Se todos nós víssemos as coisas do mesmo modo, não haveria a diferença. E um mundo igual seria insuportável. Não sei por que, mas ainda não nos acostumamos com as diferenças. Nem aprendemos a respeitá-las. Respeitar as diferenças é uma maneira de mostrar o quanto já estamos nos educando. E quando nos educamos para nós mesmos, estamos evoluindo racionalmente. Sabemos que nem todas as nuvens são negras. Ou mais precisamente, nenhuma nuvem é negra. Quando as olhamos, assustados com a escuridão no céu, não percebemos que as nuvens estão apenas carregadas e tornando o céu escuro. O que indica que pode vir chuva. E o que devemos fazer é nos preparar para o temporal.
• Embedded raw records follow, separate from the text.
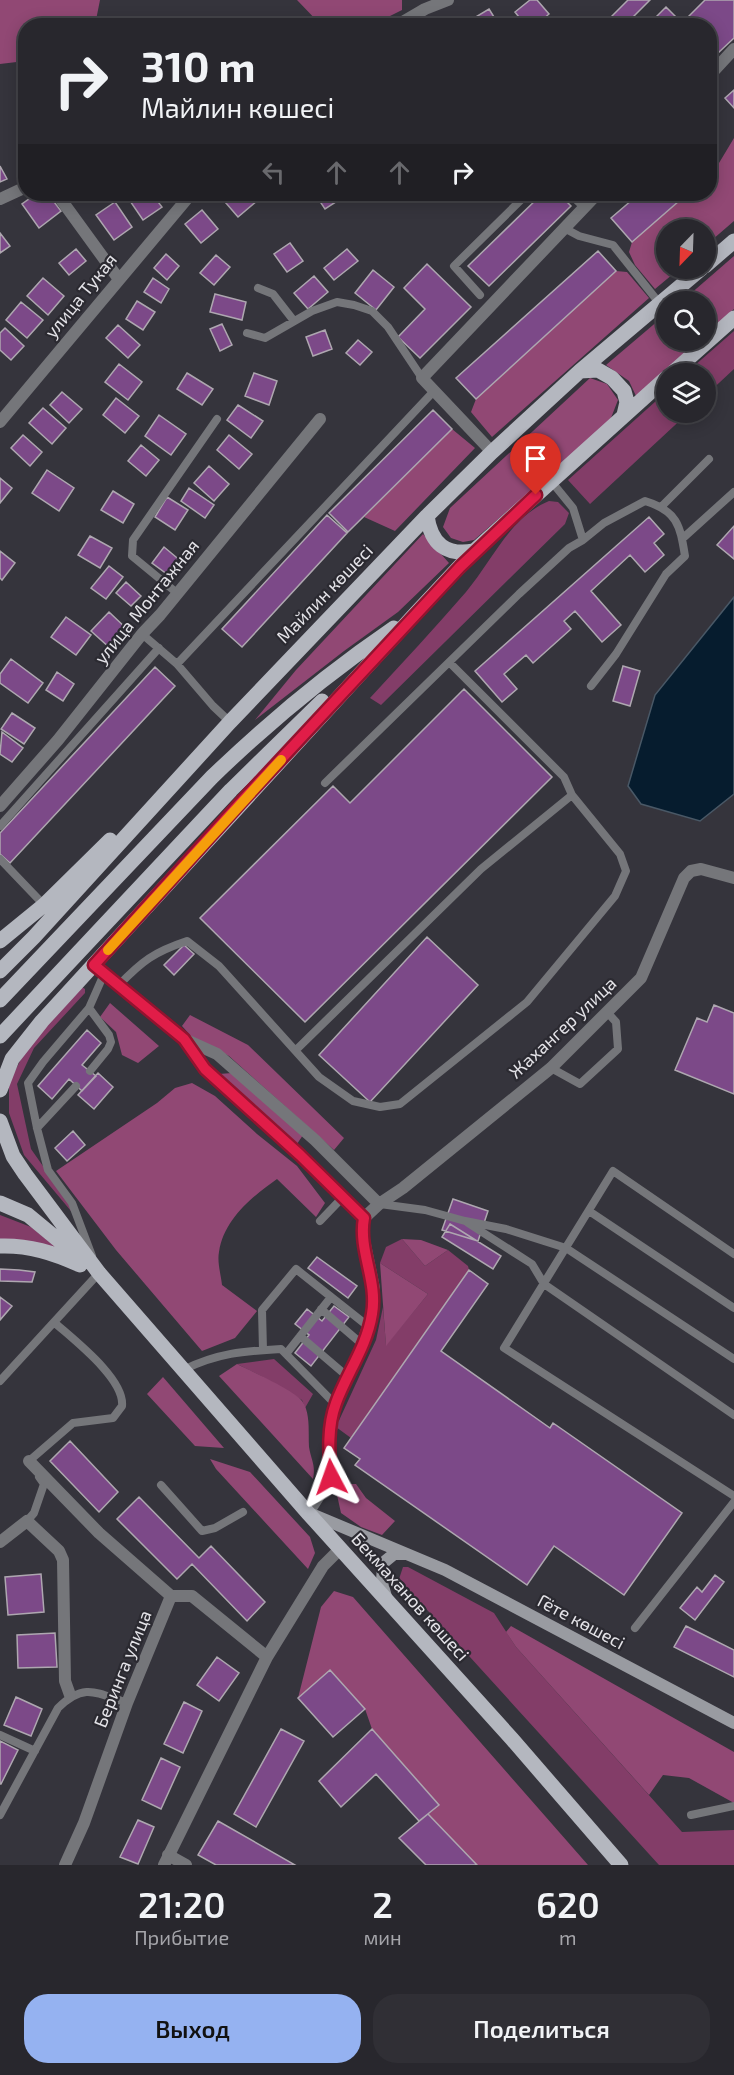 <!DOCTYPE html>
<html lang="ru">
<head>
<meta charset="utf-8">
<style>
	body { margin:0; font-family:"Exo 2",sans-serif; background:#302f35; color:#f1f3f6; height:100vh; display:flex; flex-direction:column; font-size:22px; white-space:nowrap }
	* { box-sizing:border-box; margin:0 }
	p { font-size:20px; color:#a5a5aa }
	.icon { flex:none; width:33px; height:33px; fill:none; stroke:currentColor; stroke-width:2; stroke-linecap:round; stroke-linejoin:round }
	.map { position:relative; height:1865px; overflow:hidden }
	.panel { display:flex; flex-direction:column; background:#28272d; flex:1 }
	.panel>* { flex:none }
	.banner { position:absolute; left:18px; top:18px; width:699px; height:183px; border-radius:24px; box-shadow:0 3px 15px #0003,0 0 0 2px #444449; background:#28272d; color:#f1f3f6; overflow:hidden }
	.needle { width:39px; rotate:203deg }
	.fabs { position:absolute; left:656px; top:219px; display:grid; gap:12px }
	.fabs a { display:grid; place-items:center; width:60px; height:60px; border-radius:50%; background:#28272d; box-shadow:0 3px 15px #0003,0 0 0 2px #444449; font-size:30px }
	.pin { position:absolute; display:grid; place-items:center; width:51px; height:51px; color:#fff; margin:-62px -26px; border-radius:50% 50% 50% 0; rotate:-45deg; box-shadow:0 0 6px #0007 }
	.pin .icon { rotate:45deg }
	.me { position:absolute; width:66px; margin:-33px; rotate:356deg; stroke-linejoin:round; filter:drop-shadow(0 0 4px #0008) }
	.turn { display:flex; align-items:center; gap:21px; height:126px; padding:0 24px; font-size:27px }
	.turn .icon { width:78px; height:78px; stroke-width:2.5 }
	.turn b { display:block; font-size:42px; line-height:51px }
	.lanes { display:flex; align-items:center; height:57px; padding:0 24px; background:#0003; justify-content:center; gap:30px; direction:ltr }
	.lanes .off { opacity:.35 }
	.eta { display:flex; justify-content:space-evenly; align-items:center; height:102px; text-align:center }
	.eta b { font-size:36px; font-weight:600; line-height:42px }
	.button { display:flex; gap:12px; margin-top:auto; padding:12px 24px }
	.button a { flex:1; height:69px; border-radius:24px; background:#95b2f1; color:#111; font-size:24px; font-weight:600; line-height:69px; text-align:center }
	.button a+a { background:#302f35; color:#f1f3f6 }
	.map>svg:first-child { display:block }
</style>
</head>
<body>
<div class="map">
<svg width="734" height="1865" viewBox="0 0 734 1865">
	<rect width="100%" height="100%" fill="#35343c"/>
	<!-- green -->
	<path fill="#833d68" d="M734,331V369L705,396V374L686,373Z
		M666,392V412L688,413L590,504L568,480Z
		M549,501L558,502L569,513L565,524L381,705L370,698C402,663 435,628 466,592C492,561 510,517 549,501Z
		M82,987L85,989V993L34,1048L17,1084L31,1149L78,1216L76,1217L24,1155L9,1113V1083L28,1045Z
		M0,1215L31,1227L57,1248L0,1240Z
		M402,1239L425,1266L448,1250L468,1266L469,1270L351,1438L336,1427L376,1340L383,1307L386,1345L428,1294L380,1263L386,1247Z
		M274,1359L313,1394L305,1408L302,1400L261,1376L237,1364Z
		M403,1567H408L494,1613L516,1647L682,1832L734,1830V1865H659L399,1579Z"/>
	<!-- forest -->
	<path fill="#914874" d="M0,0H100L95,25L26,26L25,61L0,64Z
		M297,0H402V10L372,25H321Z
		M734,138V221L705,246V230H666V268L679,269L655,289L635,265L629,252L632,242L687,194H710V174L716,168Z
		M734,256V309L705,335V302H681Z
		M616,271L627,272L649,298L492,437L471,412L476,399Z
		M666,314V340L699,341L636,396L629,381L606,365Z
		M590,378L607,384L618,400L609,423L474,540L463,542L451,538L443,527L450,508Z
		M452,429L475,448L395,531L364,517Z
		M423,534L449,563L398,612L344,651L255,720L296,670Z
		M110,1003L159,1046L138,1063L122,1055L116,1032L100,1017Z
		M190,1015L248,1045L344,1138L334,1150L229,1056L191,1036L182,1026Z
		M232,1073L303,1135L297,1144L219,1074Z
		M192,1083L215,1096L257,1134L297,1166L325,1203L316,1217L277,1179C252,1197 224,1219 219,1252C217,1262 221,1275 222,1285L257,1311L235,1338L202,1351L116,1250L56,1171L157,1103L175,1088Z
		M402,1239L421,1240L448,1250L425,1266Z
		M380,1263L428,1294L386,1346Z
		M237,1364C249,1370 295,1391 302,1401C311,1413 308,1433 309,1447C311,1460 316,1465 313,1479L219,1376Z
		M163,1377L224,1448L195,1446L147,1394Z
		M210,1459L250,1472L310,1537L315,1553L308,1569L216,1469Z
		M337,1484H356L366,1498L395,1521L382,1535L361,1527L341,1513L337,1495Z
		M334,1591L353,1597L588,1865H477L428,1814L439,1805L372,1729L365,1709L331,1671L298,1698L321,1607Z
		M511,1626L734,1752V1803L689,1778L663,1775L649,1795L516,1647L506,1632Z"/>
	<!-- water -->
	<path fill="#061c2e" stroke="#495866" stroke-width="1.5" d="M734,597V794L700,821L641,804L628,786L655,695Z"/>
	<!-- building -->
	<path fill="#7c4988" stroke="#aea7b0" stroke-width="1.5" d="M530,0H537L549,14L535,26H526L515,12Z
		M628,0H650L624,26H602Z
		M705,0H734V38L717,54L710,47V26H689L684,21Z
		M666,7L680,21L675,26H647Z
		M489,9L499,25L479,26L474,18Z
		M452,18L458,26H441Z
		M138,19L141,26H122Z
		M734,90V108L725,98Z
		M26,140V161L17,144Z
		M0,166L7,179L0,182Z
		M36,194H48L61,211L39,228L22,204Z
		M128,194H152L162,207L143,220L126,195Z
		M237,194H253L258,200L238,217L226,203Z
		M315,194H340L342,198L325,209Z
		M542,194H559L571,206L489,286L468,266Z
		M639,194H687L632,242L611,218Z
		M115,202L132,227L114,240L96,215Z
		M202,210L218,229L201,243L185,224Z
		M0,233L10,246L0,253Z
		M290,243L303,261L287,272L274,254Z
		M76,249L86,261L69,275L59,263Z
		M347,249L358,261L334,280L324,268Z
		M598,251L616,271L476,399L456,378Z
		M166,254L179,266L167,280L154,268Z
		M216,255L230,267L214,285L200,273Z
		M427,264L471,307L420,358L398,337L425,309L404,288Z
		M373,270L394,287L376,310L355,293Z
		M314,276L328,292L308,309L294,293Z
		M43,278L64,296L48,315L27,296Z
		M153,278L169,289L161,303L144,292Z
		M215,294L246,302L242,320L210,312Z
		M137,301L155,312L143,330L126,319Z
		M21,302L43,320L27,338L6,320Z
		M222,324L232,345L220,351L210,329Z
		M118,325L140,345L128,358L106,338Z
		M5,328L24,346L11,360L0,350V333Z
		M325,330L332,349L313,356L306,337Z
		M358,340L372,352L360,365L346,353Z
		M119,364L142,382L128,400L105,382Z
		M187,373L213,389L202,405L177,389Z
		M254,373L277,381L269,405L245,396Z
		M62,392L82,409L69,423L50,405Z
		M116,398L139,416L125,433L103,415Z
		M238,405L263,421L251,438L227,420Z
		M43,408L66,428L52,444L29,423Z
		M433,410L452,429L348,532L329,513Z
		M159,415L186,434L171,455L145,436Z
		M23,435L42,452L30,466L11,448Z
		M229,435L252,454L239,469L217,450Z
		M141,445L159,460L146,476L128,461Z
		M209,466L229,484L214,501L194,483Z
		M47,470L74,488L59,511L32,493Z
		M0,478L12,488L0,503Z
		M189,488L214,505L205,518L181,501Z
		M113,491L134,504L123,523L101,510Z
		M167,497L188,510L175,530L155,517Z
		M327,515L347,533L242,647L222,629Z
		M649,517L664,534L654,543L664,555L645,572L630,555L591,591L621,625L602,642L575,611L564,621L571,629L533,663L526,655L504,674L517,689L502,702L475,671Z
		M734,526V559L717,545Z
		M90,536L112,548L100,568L78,555Z
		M164,547L182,562L171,577L152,563Z
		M0,551L15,563L2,580L0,578Z
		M109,566L123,577L106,599L91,588Z
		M126,582L141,596L131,606L116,593Z
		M109,612L128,630L111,649L91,631Z
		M66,617L91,635L76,655L51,637Z
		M11,659L43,683L28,703L0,683V674Z
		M623,666L640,671L630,706L613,701Z
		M155,667L175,686L10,863L0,854V833Z
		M57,672L74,684L63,701L46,690Z
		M464,689L552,777L305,1022L200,918L333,786L350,803Z
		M12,713L35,728L24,744L1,729Z
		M2,732L23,748L12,762L0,754Z
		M427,937L478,985L370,1102L319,1055Z
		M184,945L194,954L174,975L164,965Z
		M714,1005L734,1013V1094L675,1070L697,1018L707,1022Z
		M87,1030L101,1043L82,1065L96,1076L82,1091L69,1079L52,1099L38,1086Z
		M98,1073L113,1087L94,1109L78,1095Z
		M73,1131L85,1145L67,1161L55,1148Z
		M453,1199L488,1211L478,1241L442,1230Z
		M450,1224L501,1256L493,1269L442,1237Z
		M317,1257L357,1286L348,1298L308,1268Z
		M0,1269L19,1270L35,1272L32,1282L0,1281Z
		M469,1270L488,1284L441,1351L550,1428L553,1423L682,1513L624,1595L554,1546L527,1585L355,1465L360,1459L344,1448Z
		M0,1297L12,1306L0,1320Z
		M334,1306L349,1317L311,1366L295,1353L309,1335L295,1324L307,1309L322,1321Z
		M70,1441L118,1492L99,1512L50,1461Z
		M139,1497L199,1558L211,1546L265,1602L247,1621L192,1564L177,1579L117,1519Z
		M41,1574L44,1612L8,1615L5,1577Z
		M715,1575L724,1582L695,1620L680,1608L697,1587L702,1592Z
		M686,1626L734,1650V1677L674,1647Z
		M55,1633L57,1667L18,1668L17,1635Z
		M217,1657L239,1673L219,1701L197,1685Z
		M330,1670L365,1709L333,1737L298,1698Z
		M16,1697L42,1709L31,1736L4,1725Z
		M184,1702L202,1711L183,1753L164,1744Z
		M281,1729L304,1741L256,1827L234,1814Z
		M372,1729L439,1805L419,1821L376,1774L341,1807L319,1781Z
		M0,1741L18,1750L1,1784H0Z
		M161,1758L180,1767L161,1809L142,1800Z
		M428,1814L477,1865H426L399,1838Z
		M138,1820L154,1827L138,1864L120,1857Z
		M218,1821L295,1865H216L198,1855Z"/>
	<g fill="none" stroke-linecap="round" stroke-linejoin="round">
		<!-- service -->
		<path stroke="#75767a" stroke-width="8" d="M570,194L584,207
			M564,228L579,236L613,245L660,304
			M258,288L273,294L294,321
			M480,295L454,266L527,194
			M247,333L265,338L312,311L337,302L354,305L372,311L388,327L422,378
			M662,506L709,459
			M682,539L734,492
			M583,540L604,523L645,501C678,511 680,526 685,556L666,574L616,654L591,686
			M177,593L132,556L133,540L217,419
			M142,634L177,664L213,706L230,722
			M177,664L434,391
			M325,783L519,594L569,548L583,540L573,508L551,481
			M0,826L159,648
			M0,859L44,905
			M118,986C142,961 154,952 187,941L219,966L319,1077L353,1101L380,1107L400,1104L527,1002L615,896L626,871L620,854L572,795
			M89,1008L109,1035L111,1042L108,1049L90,1071
			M296,1050L481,869L572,795L564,777L450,663
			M551,1068L580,1084L618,1049L616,1022L607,1012
			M37,1128L76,1086
			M380,1204L425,1210L465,1221L506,1229L566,1248L734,1359
			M589,1211L734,1308
			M320,1221L343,1197
			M468,1223L532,1264L544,1284L734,1415
			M734,1254L613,1171L504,1348L734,1496
			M92,1256L72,1203L48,1170L37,1128L28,1083L43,1062L89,1008L104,974
			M321,1309L363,1345
			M300,1336L348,1377
			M263,1350L262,1310L296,1269L369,1327
			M286,1354L331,1297
			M183,1370C217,1353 244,1351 281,1349L335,1404
			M0,1381L99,1273L98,1271
			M30,1463L29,1461L73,1423L113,1418L122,1406C125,1379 74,1340 55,1323
			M161,1485L202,1531L215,1528L243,1512
			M27,1521L34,1513L44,1484L39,1477
			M635,1628L734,1502
			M0,1735L35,1751
			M0,1815L58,1708C84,1682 97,1693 127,1703
			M691,1815L734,1806"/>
		<!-- minor -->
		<path stroke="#75767a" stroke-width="12" d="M396,26L425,9L448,0
			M710,75L734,49
			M57,194L118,278
			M0,199L26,187
			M0,422L191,194
			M492,452L422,378L597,194
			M0,806L58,740L142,634L160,615L320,419
			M94,965L184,1039L217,1054L315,1140L379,1204
			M184,1040L205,1069L300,1155L364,1218
			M29,1461L99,1533L171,1596
			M308,1513L331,1477L329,1443L335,1404L357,1358L373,1313L374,1288L362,1230L364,1218L379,1204L403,1188L551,1068L641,978L684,878L691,871L701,869L734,878
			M0,1542L27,1521L59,1551L63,1560L65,1681L70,1695
			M171,1596H192L267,1657
			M168,1855L186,1865
			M65,1865L84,1823L127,1703L171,1596
			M164,1865L267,1657L323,1566L340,1549"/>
		<!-- secondary -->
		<path stroke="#999ba1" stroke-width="12" d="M309,1513L445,1570L734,1723
			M387,1600L382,1583L383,1563L394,1554H405"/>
		<!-- primary -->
		<path stroke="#b4b7bf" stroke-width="15" d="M705,266L734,241
			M580,371L598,370L612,378L624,391L627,402L624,415
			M671,374L734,318
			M427,516C431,544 446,556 474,551
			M0,941L44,905L110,840
			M0,971L34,937L230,722L427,516L492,452L580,371L702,268
			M0,1000L212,777C269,722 328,673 394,628
			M0,1036L231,790L322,701
			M0,1090L12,1059L42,1021L416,613L474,551L666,378
			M0,1121L13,1156L25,1174L99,1273L308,1513L512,1739L621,1865
			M0,1203L28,1215L80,1258
			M0,1246C29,1245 54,1253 80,1265"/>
	</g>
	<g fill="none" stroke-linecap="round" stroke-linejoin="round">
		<defs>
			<path id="route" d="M331,1477C329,1453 327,1427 336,1403C347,1373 367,1346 372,1314C378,1281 358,1250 364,1218L300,1155L205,1069L184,1039L94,965L243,800L460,567L536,495"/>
		</defs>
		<!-- route casing -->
		<use href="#route" stroke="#92132f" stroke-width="15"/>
		<!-- route -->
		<use href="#route" stroke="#e11d48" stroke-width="10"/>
		<!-- slow -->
		<path stroke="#f59e0b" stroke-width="10" d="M108,950L281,760"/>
	</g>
	<g text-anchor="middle" stroke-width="4.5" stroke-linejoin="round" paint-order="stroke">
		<!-- street labels -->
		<g font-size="18" fill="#e4e3e8" stroke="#2b2a31">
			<text transform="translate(81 296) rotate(-51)" y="6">улица Тукая</text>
			<text transform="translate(325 594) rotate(-46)" y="6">Майлин көшесі</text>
			<text transform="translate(147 602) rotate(-51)" y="6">улица Монтажная</text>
			<text transform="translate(563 1028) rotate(-43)" y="6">Жахангер улица</text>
			<text transform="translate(410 1597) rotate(48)" y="6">Бекмаханов көшесі</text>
			<text transform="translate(581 1622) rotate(28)" y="6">Гёте көшесі</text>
			<text transform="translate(123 1669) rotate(-68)" y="6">Беринга улица</text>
		</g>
	</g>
</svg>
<div class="fabs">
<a><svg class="needle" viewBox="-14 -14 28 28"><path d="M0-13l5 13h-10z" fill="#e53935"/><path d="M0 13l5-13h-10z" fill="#a5a5aa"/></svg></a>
<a><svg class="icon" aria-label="search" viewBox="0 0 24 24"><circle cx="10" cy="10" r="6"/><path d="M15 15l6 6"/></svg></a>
<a><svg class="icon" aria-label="layers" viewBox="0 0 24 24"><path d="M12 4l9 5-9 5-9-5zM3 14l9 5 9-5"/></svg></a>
</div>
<div class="pin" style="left:536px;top:495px;background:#d93025"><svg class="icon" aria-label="arrive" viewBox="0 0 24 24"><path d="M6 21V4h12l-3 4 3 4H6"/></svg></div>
<svg class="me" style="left:331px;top:1477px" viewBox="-20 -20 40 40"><path d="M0-17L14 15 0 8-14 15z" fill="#e11d48" stroke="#fff" stroke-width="4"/></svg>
<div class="banner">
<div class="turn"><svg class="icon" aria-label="right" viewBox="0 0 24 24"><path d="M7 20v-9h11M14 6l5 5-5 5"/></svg><div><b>310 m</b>Майлин көшесі</div></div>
<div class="lanes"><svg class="icon off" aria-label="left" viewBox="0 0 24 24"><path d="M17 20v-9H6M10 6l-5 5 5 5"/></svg><svg class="icon off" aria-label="ahead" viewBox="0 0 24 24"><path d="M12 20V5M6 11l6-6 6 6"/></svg><svg class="icon off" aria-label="ahead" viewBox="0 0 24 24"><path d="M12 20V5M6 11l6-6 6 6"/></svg><svg class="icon" aria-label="right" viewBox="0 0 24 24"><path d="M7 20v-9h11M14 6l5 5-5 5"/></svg></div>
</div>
</div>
<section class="panel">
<div class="eta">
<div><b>21:20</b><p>Прибытие</p></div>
<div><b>2</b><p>мин</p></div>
<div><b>620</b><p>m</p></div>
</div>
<div class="button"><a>Выход</a><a>Поделиться</a></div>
</section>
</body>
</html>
Na vida também é assim. Às vezes ficamos assustados com o que pode acontecer, e não nos preparamos para o acontecimento. Uma nuvem escura pode ser feia para uns e bonita para outros. Depende do modo como a vemos. A beleza numa pessoa pode muito bem estar no seu sorriso, na sua simpatia e na sua postura. E é por isso que devemos tomar cuidado com o que somos no que mostramos ser. Portanto, cuidado com sua postura, onde quer que você esteja. Onde você está você está mostrando quem você é. Logo, nada de exibicionismo nem preocupação. Seja você no que você é. E você pode e deve ser o que quiser ser. Logo, escolha o melhor para você na sua naturalidade. Porque é assim que crescemos na nossa evolução. E somos seres de origem racional, vivendo num mundo em evolução, que exige nossa evolução. E só você pode fazer isso por você.

Contemple sempre a beleza das coisas simples à sua volta. Tudo de que você necessita para ser uma pessoa feliz está ao seu lado. A beleza pode estar até numa simples flor silvestre ao pé da sua calçada, e você nem percebe. Pode estar na formiguinha que vai passando e você, em vez de admirá-la, mata-a tolamente. Contemplar a natureza é uma forma de aperfeiçoar o dom de admirar a beleza. Refleti sobre isso mirando as nuvens cinzentas que cobriam o horizonte, distanciando-o na imensidão do mar revolto. Não sei como as pessoas que estavam ao meu lado estavam vendo e julgando a beleza do firmamento. Parece fútil, mas não é. É um modo de ver a beleza onde ela está, e no momento exato em que necessitamos dela.

Vá refletindo um pouco sobre a necessidade que você tem, e sente sem saber que sente, de admirar a beleza da simplicidade. A felicidade está onde a pomos. E devemos mantê-la em nossas mentes, que é onde ela está. Pense nisso.